I AM A MIRACLE: Challenging abuses of power (Or, How to change history)

Adam Goodes. Sandra Bland. Cecil the Lion. Bronwyn Bishop.

Four vastly different stories that have filtered through news and social media over the last few weeks, that have basically nothing in common – except they are all about systemic abuses of power. Goodes and Bishop are intensely local stories that have vied for our attention in Australia. Sandra and Cecil are both stories we’ve heard a hundred times before – and this week, we argued about which should outrage us more.

All of them important. None more important than any other. Bishop may have resigned today, but the system she was using to her own advantage continues. Goodes may not have played football this weekend, and the tide of support has turned toward him – but those who booed him last week probably still wish they could boo him this week. And some, hopefully, have woken up to themselves.

I Am A Miracle. Photo by Pia Johnson

I Am A Miracle by Declan Greene and directed by Matthew Lutton, currently playing at the Malthouse Theatre, was inspired by a miscarriage of justice – a severely mentally-handicapped man executed in Texas in 2012. In some ways, the play is about that miscarriage of justice – but the full scope of the work touches on the divine and the structural problems of society that lead to his impoverished upbringing and his death.

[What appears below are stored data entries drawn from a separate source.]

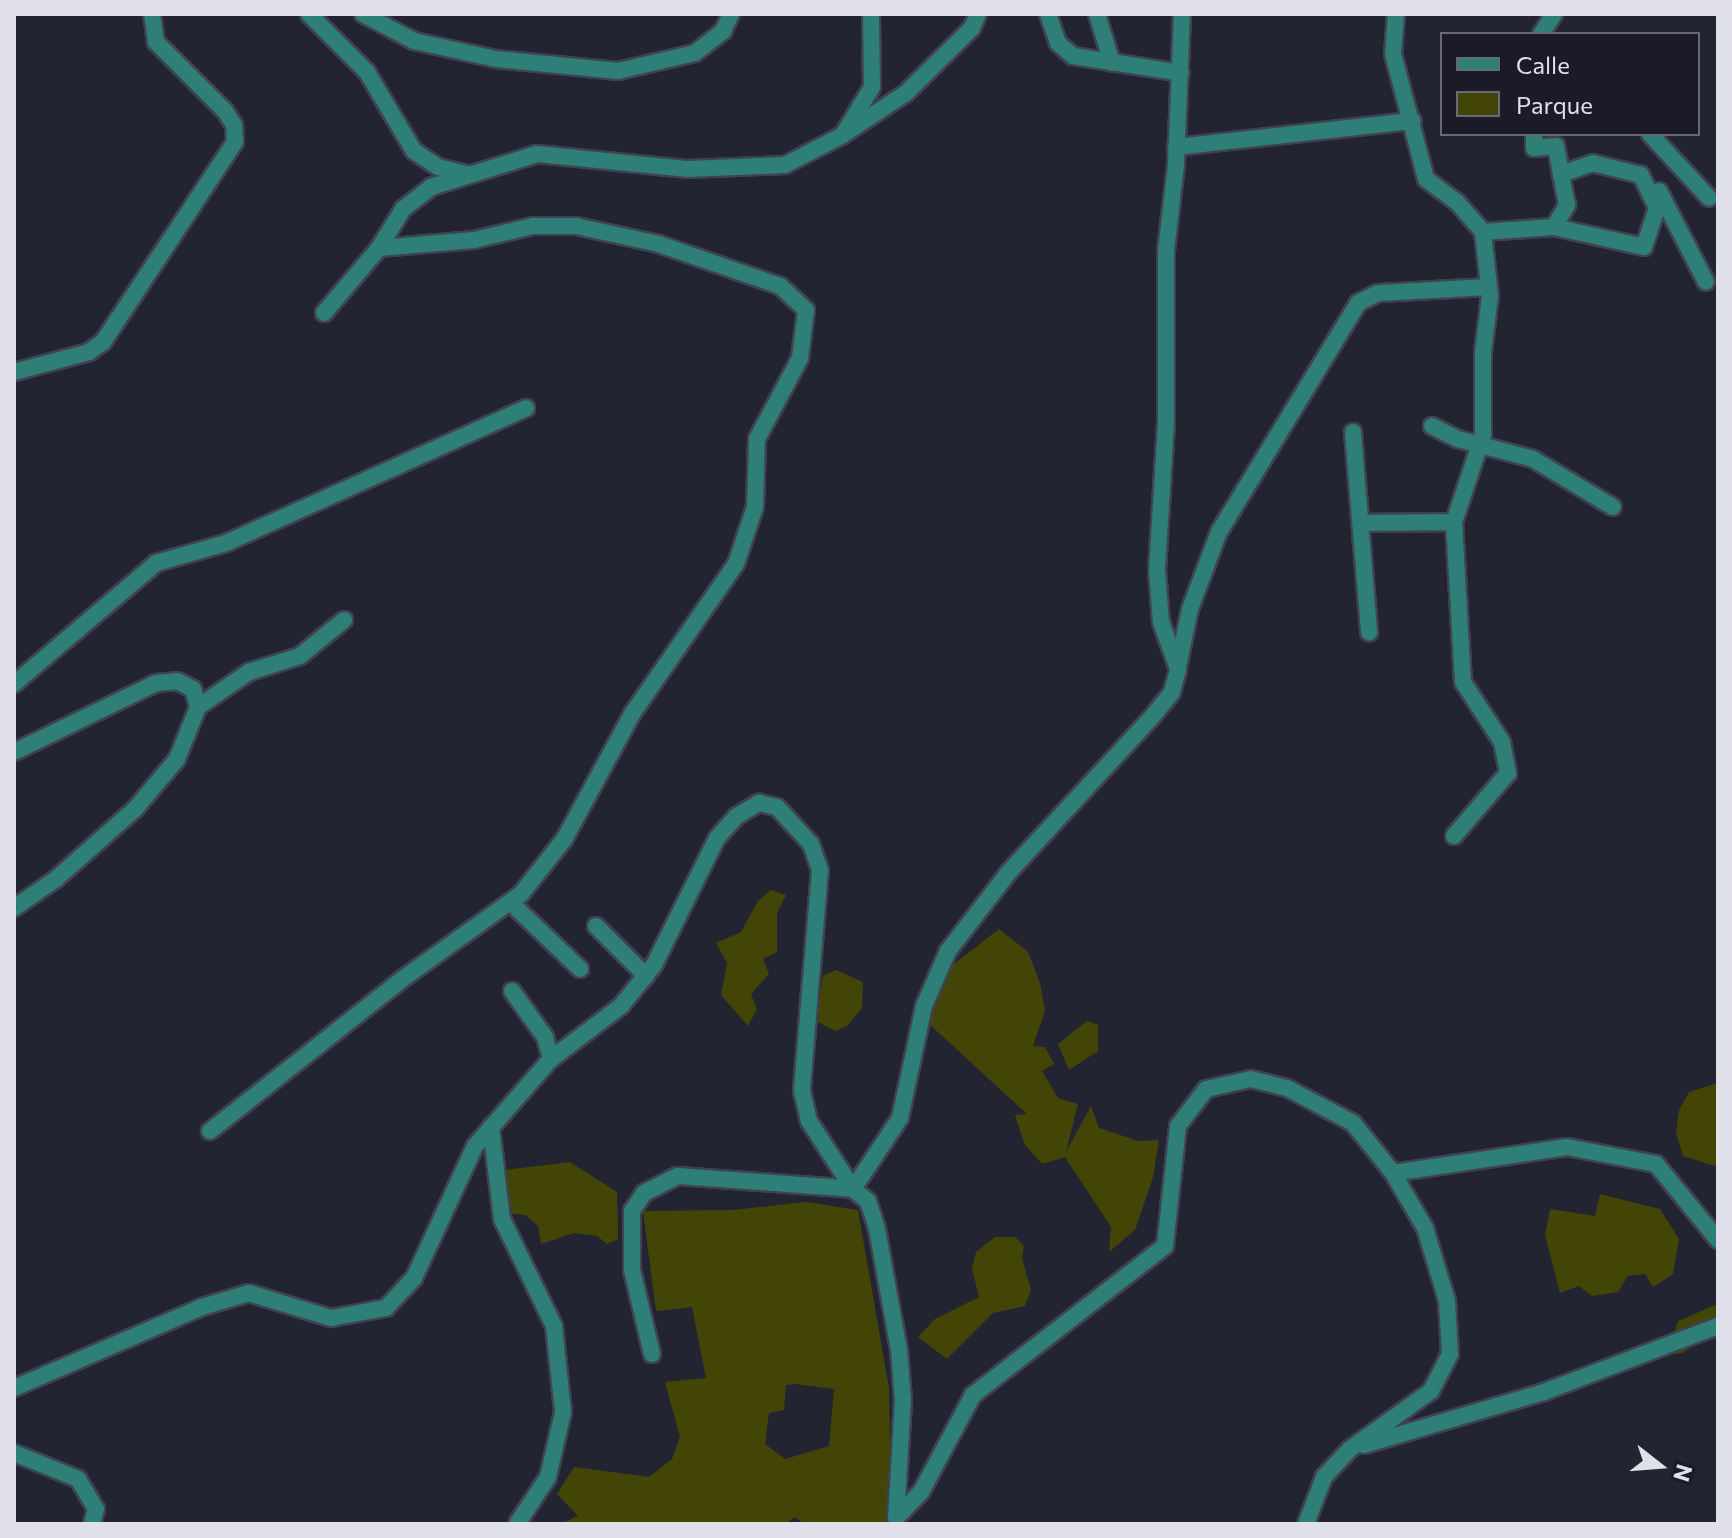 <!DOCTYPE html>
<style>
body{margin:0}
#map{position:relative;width:1732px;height:1538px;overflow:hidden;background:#232432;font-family:Commissioner,sans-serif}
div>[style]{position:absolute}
.green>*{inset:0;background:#434506}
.roads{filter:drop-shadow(2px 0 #41424f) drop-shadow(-2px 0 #41424f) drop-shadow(0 2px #41424f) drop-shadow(0 -2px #41424f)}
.street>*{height:16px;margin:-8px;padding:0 8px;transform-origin:8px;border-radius:8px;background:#2d7f77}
span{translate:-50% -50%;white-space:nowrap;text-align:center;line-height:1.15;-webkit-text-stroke:6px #1a1a28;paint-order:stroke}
.frame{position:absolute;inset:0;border:16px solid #dfe0e9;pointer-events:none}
.legend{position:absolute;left:1440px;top:32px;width:260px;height:104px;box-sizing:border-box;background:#1a1a28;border:2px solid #696975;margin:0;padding:10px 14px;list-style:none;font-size:24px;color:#dfe0e9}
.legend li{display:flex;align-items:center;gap:16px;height:40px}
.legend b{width:40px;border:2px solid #696975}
.north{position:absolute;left:1620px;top:1426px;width:80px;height:80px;-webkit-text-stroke:6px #1a1a28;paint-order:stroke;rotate:107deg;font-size:22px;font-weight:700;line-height:32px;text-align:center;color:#dfe0e9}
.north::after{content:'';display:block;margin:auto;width:28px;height:36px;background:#dfe0e9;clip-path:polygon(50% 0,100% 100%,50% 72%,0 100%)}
</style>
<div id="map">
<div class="green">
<i style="clip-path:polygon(771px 890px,786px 895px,777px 913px,777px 952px,763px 959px,769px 974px,751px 994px,757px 1009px,748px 1026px,721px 995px,727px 963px,716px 943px,741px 932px,758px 901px)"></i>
<i style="clip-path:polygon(999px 929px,1028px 952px,1040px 983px,1045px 1011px,1033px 1046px,1045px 1047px,1054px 1064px,1042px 1071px,1058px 1098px,1078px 1104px,1066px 1152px,1091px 1106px,1099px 1128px,1138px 1141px,1159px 1140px,1153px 1177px,1135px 1230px,1109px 1252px,1111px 1227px,1065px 1157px,1042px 1164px,1025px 1145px,1015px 1115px,1027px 1114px,928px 1023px,941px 974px)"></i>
<i style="clip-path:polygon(836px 970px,863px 982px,862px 1008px,847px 1026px,835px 1031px,816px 1021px,823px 976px)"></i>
<i style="clip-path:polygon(1087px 1021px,1098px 1025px,1098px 1051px,1069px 1070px,1058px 1044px)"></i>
<i style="clip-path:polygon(1718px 1083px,1718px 1167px,1683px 1156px,1676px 1133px,1679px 1110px,1689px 1092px)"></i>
<i style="clip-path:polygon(570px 1162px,617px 1192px,618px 1239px,607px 1244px,597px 1236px,574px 1233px,541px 1244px,538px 1226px,525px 1215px,506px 1213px,504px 1170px)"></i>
<i style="clip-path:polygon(1600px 1194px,1660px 1209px,1679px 1239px,1673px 1274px,1653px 1287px,1645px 1274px,1628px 1276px,1618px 1292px,1592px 1296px,1579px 1286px,1560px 1293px,1545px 1235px,1550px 1209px,1595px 1216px)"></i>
<i style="clip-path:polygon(evenodd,806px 1202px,858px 1210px,889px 1388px,891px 1507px,885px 1524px,804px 1524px,795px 1517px,785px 1524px,560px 1524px,578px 1516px,557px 1494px,574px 1467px,649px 1477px,672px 1459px,680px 1437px,665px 1382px,706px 1378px,692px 1307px,656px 1311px,643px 1211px,733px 1210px,806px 1202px,796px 1384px,834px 1389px,829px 1446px,785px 1459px,765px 1444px,769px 1413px,784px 1410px,786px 1385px,796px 1384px)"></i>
<i style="clip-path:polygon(995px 1237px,1015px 1237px,1024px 1246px,1022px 1258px,1031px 1290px,1025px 1306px,993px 1313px,947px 1359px,918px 1337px,935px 1319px,979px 1297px,972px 1269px,976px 1252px)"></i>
<i style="clip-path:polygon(1718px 1304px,1718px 1336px,1704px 1337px,1683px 1353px,1667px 1355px,1678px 1321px)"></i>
</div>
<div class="roads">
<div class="street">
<i style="left:309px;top:14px;width:82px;rotate:45deg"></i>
<i style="left:367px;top:72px;width:92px;rotate:59.3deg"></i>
<i style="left:414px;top:151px;width:29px;rotate:34deg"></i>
<i style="left:438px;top:167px;width:30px;rotate:14deg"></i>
<i style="left:363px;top:14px;width:58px;rotate:27.9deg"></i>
<i style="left:414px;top:41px;width:84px;rotate:12.4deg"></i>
<i style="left:496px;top:59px;width:123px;rotate:5.6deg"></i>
<i style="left:618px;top:71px;width:79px;rotate:-13.2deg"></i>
<i style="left:695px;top:53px;width:36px;rotate:-38deg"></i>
<i style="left:723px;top:31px;width:19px;rotate:-65deg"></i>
<i style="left:1048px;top:14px;width:31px;rotate:71deg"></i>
<i style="left:1058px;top:43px;width:20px;rotate:41deg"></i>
<i style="left:1073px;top:56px;width:109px;rotate:8.9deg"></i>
<i style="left:1097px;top:14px;width:51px;rotate:73deg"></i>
<i style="left:1396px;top:14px;width:40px;rotate:94.3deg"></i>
<i style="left:1393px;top:54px;width:129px;rotate:75.2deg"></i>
<i style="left:1426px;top:179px;width:39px;rotate:37deg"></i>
<i style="left:1457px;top:202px;width:40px;rotate:49deg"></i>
<i style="left:1483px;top:232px;width:64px;rotate:83.8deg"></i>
<i style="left:1490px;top:296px;width:56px;rotate:97.1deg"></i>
<i style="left:1483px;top:352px;width:83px;rotate:90deg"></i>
<i style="left:1483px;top:435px;width:92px;rotate:108.4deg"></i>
<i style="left:1454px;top:522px;width:160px;rotate:86.8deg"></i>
<i style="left:1463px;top:682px;width:72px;rotate:57deg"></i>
<i style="left:1502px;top:742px;width:32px;rotate:79deg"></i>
<i style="left:1508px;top:773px;width:83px;rotate:130.6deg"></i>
<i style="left:1541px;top:34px;width:24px;rotate:-57deg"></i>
<i style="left:847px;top:132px;width:71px;rotate:-33.5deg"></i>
<i style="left:906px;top:93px;width:93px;rotate:-44.6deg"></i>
<i style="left:972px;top:28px;width:15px;rotate:-67deg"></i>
<i style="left:1650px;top:134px;width:87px;rotate:47.3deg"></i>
<i style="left:1176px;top:147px;width:238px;rotate:-6.3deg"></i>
<i style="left:1659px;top:191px;width:102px;rotate:62.7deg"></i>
<i style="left:1554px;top:227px;width:26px;rotate:-59deg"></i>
<i style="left:1567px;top:205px;width:32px;rotate:-101deg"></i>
<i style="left:1483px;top:232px;width:71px;rotate:-4deg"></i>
<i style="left:1554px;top:227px;width:92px;rotate:12.5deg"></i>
<i style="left:1644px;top:247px;width:41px;rotate:-71.6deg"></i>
<i style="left:1657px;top:208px;width:37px;rotate:-116deg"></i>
<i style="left:1641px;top:175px;width:49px;rotate:-166deg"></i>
<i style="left:1593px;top:163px;width:34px;rotate:161deg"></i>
<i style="left:1561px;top:174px;width:28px;rotate:-100deg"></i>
<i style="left:1556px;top:146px;width:22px;rotate:175deg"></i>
<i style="left:1534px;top:148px;width:14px;rotate:-90deg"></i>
<i style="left:324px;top:313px;width:85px;rotate:-49.8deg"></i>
<i style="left:379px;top:248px;width:46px;rotate:-58.4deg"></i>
<i style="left:403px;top:209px;width:36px;rotate:-38deg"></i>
<i style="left:431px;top:187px;width:111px;rotate:-17.3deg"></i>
<i style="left:537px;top:154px;width:152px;rotate:5.7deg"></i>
<i style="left:688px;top:169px;width:97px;rotate:-2.4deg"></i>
<i style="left:785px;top:165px;width:65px;rotate:-27.3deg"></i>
<i style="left:843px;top:135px;width:56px;rotate:-58.9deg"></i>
<i style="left:872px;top:87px;width:73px;rotate:-90.8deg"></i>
<i style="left:14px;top:372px;width:78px;rotate:-14.9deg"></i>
<i style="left:89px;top:352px;width:17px;rotate:-36deg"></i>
<i style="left:103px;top:342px;width:240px;rotate:-56.6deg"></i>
<i style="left:235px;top:142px;width:17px;rotate:-93deg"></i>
<i style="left:234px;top:125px;width:17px;rotate:-123deg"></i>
<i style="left:225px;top:111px;width:98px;rotate:-135deg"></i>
<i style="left:156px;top:42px;width:28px;rotate:-98deg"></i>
<i style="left:1432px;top:426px;width:29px;rotate:27deg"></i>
<i style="left:1458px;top:439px;width:78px;rotate:14.9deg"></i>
<i style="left:1533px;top:459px;width:93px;rotate:31deg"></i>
<i style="left:1353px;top:432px;width:201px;rotate:85.4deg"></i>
<i style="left:1361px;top:523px;width:93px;rotate:-0.6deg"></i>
<i style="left:1178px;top:667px;width:59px;rotate:-78.3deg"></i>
<i style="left:1190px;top:609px;width:82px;rotate:-69.4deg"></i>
<i style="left:1219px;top:532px;width:268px;rotate:-58.7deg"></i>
<i style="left:1358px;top:303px;width:22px;rotate:-27deg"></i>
<i style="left:1378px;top:293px;width:111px;rotate:-3.1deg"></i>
<i style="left:14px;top:684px;width:187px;rotate:-40.4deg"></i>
<i style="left:156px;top:563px;width:73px;rotate:-15.9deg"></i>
<i style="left:226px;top:543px;width:329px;rotate:-24.2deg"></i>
<i style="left:198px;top:707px;width:62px;rotate:-34.5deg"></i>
<i style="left:249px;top:672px;width:53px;rotate:-17.4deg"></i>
<i style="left:300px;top:656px;width:57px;rotate:-39.3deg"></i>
<i style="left:14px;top:752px;width:158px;rotate:-25.9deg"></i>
<i style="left:156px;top:683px;width:21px;rotate:-5deg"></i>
<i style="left:177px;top:681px;width:18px;rotate:27deg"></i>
<i style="left:193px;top:689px;width:19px;rotate:74deg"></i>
<i style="left:198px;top:707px;width:56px;rotate:112deg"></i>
<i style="left:177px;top:759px;width:65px;rotate:130deg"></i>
<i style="left:135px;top:809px;width:106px;rotate:138.5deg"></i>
<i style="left:56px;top:879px;width:51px;rotate:145.4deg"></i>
<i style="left:510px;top:902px;width:97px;rotate:43.7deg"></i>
<i style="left:596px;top:926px;width:71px;rotate:45deg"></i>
<i style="left:512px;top:991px;width:57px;rotate:54.3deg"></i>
<i style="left:545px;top:1037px;width:23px;rotate:75deg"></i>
<i style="left:491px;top:1127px;width:93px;rotate:83.2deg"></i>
<i style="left:502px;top:1219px;width:119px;rotate:64.1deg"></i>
<i style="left:554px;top:1326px;width:86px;rotate:84deg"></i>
<i style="left:563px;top:1412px;width:67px;rotate:103deg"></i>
<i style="left:548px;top:1477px;width:56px;rotate:123.4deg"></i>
<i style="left:210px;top:1131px;width:243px;rotate:-38.3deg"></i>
<i style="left:401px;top:980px;width:148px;rotate:-35.6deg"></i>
<i style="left:521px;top:894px;width:71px;rotate:-51.8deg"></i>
<i style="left:565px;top:838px;width:141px;rotate:-61.6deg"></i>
<i style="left:632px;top:714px;width:183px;rotate:-55.3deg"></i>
<i style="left:736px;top:564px;width:60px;rotate:-71.6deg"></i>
<i style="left:755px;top:507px;width:68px;rotate:-88.3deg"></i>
<i style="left:757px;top:439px;width:92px;rotate:-62deg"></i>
<i style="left:800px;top:358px;width:48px;rotate:-82.9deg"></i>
<i style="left:806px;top:310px;width:35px;rotate:-137deg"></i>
<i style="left:780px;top:286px;width:128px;rotate:-160.9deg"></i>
<i style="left:659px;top:244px;width:85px;rotate:-167.8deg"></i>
<i style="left:576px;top:226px;width:43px;rotate:180deg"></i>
<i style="left:533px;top:226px;width:61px;rotate:166.7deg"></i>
<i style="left:474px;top:240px;width:95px;rotate:175.2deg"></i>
<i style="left:1393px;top:1173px;width:176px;rotate:-8.5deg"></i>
<i style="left:1567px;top:1147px;width:91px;rotate:10.8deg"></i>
<i style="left:1656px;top:1164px;width:98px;rotate:50.8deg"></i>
<i style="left:652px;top:1354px;width:86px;rotate:-103.4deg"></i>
<i style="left:632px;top:1270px;width:59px;rotate:-90deg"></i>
<i style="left:632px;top:1211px;width:22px;rotate:-56deg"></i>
<i style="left:644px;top:1193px;width:38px;rotate:-27deg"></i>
<i style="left:678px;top:1176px;width:175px;rotate:4.2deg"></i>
<i style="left:853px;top:1189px;width:19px;rotate:39deg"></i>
<i style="left:868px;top:1201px;width:29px;rotate:72deg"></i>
<i style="left:877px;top:1229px;width:123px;rotate:79.7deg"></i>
<i style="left:899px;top:1350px;width:50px;rotate:85.4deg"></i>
<i style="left:903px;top:1400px;width:118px;rotate:93.4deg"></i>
<i style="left:896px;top:1518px;width:36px;rotate:-46deg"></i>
<i style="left:921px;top:1492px;width:110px;rotate:-61.8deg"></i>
<i style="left:973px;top:1395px;width:243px;rotate:-37.8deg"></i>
<i style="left:1165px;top:1246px;width:121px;rotate:-83.8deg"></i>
<i style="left:1178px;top:1126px;width:46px;rotate:-52.9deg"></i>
<i style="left:1206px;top:1089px;width:46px;rotate:-12.5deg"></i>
<i style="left:1251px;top:1079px;width:37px;rotate:14deg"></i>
<i style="left:1287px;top:1088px;width:75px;rotate:27.9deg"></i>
<i style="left:1353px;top:1123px;width:64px;rotate:51.3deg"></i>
<i style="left:1393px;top:1173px;width:64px;rotate:59.8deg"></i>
<i style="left:1425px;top:1228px;width:76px;rotate:73.2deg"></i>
<i style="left:1447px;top:1301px;width:53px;rotate:86.8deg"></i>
<i style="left:1450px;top:1354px;width:42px;rotate:117.2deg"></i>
<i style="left:1431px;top:1391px;width:100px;rotate:144.4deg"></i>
<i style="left:1350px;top:1449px;width:38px;rotate:133deg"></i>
<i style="left:1324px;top:1477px;width:50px;rotate:111deg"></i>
<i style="left:14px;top:1388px;width:205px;rotate:-23.3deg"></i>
<i style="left:202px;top:1307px;width:49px;rotate:-16.6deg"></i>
<i style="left:249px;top:1293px;width:86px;rotate:17deg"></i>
<i style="left:331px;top:1318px;width:56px;rotate:-10.3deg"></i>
<i style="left:386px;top:1308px;width:41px;rotate:-47deg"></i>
<i style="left:414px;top:1278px;width:145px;rotate:-65.2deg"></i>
<i style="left:475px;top:1146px;width:116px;rotate:-48.9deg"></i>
<i style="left:551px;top:1059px;width:88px;rotate:-37.1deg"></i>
<i style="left:621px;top:1006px;width:53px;rotate:-51.2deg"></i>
<i style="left:654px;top:965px;width:142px;rotate:-63.6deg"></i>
<i style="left:717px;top:838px;width:30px;rotate:-48deg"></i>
<i style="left:737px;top:816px;width:26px;rotate:-31deg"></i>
<i style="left:759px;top:803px;width:18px;rotate:13deg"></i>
<i style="left:777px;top:807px;width:50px;rotate:47.4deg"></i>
<i style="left:811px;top:844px;width:28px;rotate:71deg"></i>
<i style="left:820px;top:870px;width:222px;rotate:94.7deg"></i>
<i style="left:802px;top:1091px;width:31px;rotate:77deg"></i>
<i style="left:809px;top:1121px;width:81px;rotate:57.1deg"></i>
<i style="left:853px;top:1189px;width:85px;rotate:-56.5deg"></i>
<i style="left:900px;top:1118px;width:115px;rotate:-77.9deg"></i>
<i style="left:924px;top:1006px;width:60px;rotate:-66.4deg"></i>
<i style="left:948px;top:951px;width:98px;rotate:-52.4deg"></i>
<i style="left:1008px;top:873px;width:212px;rotate:-47.3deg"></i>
<i style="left:1152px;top:717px;width:32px;rotate:-51deg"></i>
<i style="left:1172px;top:692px;width:24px;rotate:-75deg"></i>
<i style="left:1178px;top:669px;width:50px;rotate:-109.9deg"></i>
<i style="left:1161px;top:622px;width:52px;rotate:-94.4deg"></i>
<i style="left:1157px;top:570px;width:148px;rotate:-86.5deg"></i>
<i style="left:1166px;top:422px;width:171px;rotate:-90deg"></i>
<i style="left:1166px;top:251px;width:88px;rotate:-83.4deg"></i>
<i style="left:1176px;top:164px;width:150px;rotate:-87.7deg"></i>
<i style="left:1364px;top:1445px;width:188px;rotate:-16.4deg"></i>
<i style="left:1544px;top:1392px;width:186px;rotate:-20.8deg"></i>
<i style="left:14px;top:1453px;width:69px;rotate:22.1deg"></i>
<i style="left:78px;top:1479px;width:35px;rotate:59deg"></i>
<i style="left:96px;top:1509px;width:16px;rotate:105deg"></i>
</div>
</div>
<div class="frame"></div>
<ul class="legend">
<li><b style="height:10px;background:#2d7f77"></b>Calle</li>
<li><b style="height:22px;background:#434506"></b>Parque</li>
</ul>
<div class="north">N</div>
</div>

It’s a response to Marvin Lee Wilson’s execution, but actually tells three entirely different stories: a soldier in an 18th Century Slave Colony in Surinam; a man – suffering from Alzheimers - and his wife in modern day Australia; and the story of an Angel, watching over Marvin Lee Wilson, trying to change the course of history.

Comparing Goodes to Bishop or Sandra to Cecil, the media – both traditional and social – reduces the importance of all of them, except in the way questions have been raised. The status quo has been questioned. The public won’t just accept “that’s the way it is” anymore.

We don’t think an Indigenous football player should be abused for being proud of his heritage. We don’t think a politician should get a free ride. We cannot accept the narrative of a healthy, happy black woman dying while incarcerated. We don’t believe a dentist should be able to hunt and kill lions for sport.

But what will change exactly? What can be changed? How can we affect change?

That is the question at the heart of I Am A Miracle. This is society as it has been built by history. These are the problems that history has caused. What can we do about people who are marginalised? What can we do about these systems of power that create the spaces for people to be marginalised.

The solider in Surinam (played with such power by Melita Jurisic) is part of a society that keeps slaves, but he has empathy for them. Can he change the world he lives in?

The man with Alzheimers (Bert Labonte in another outstanding performance, after his multiple characters in Birdland) loses his memory before our eyes. How can we change the outcome of his story?

And the Angel (vocalised by Hana Lee Crisp, in a stunning operatic performance) can do nothing so much than try to change all of history – create a miracle – to save Marvin Lee Wilson’s life.

Is the only thing that can change the outcomes of all these stories the titular miracle? Or can we be inspired by this piece of work to challenge our assumptions and find the miraculous in the every day?

In an interview with Radio National, director Matthew Lutton – recently appointed the Artistic Director of the Malthouse Theatre – was asked whether it was the Malthouse theatre’s responsibility to always tell new Australian stories.

Lutton said:
“It’s certainly not going to be a company where every story we see on stage is explicitly about Melbourne right here now in tangible ways but it will always be connected to the contemporary thought, the contemporary moment. But Malthouse needs to think broadly... we need to be re-evaluating ourselves in history, re-evaluating ourselves politically and personally.”

I Am A Miracle were the last words of a man executed in 2012 in Texas. This play, written for him, is about him, about a soldier, about a man and his wife and the pressures of Alzheimer’s disease. It’s set now and at the beginning of time itself.

It’s not about Adam Goodes or Sandra Bland or Cecil the Lion or Bronwyn Bishop or asylum seekers locked up outside the arms of our laws or enemy combatants still in Guantanamo Bay or Al Jazeera journalists imprisoned in Egypt for doing their job.

But, by some small miracle of theatre, it is.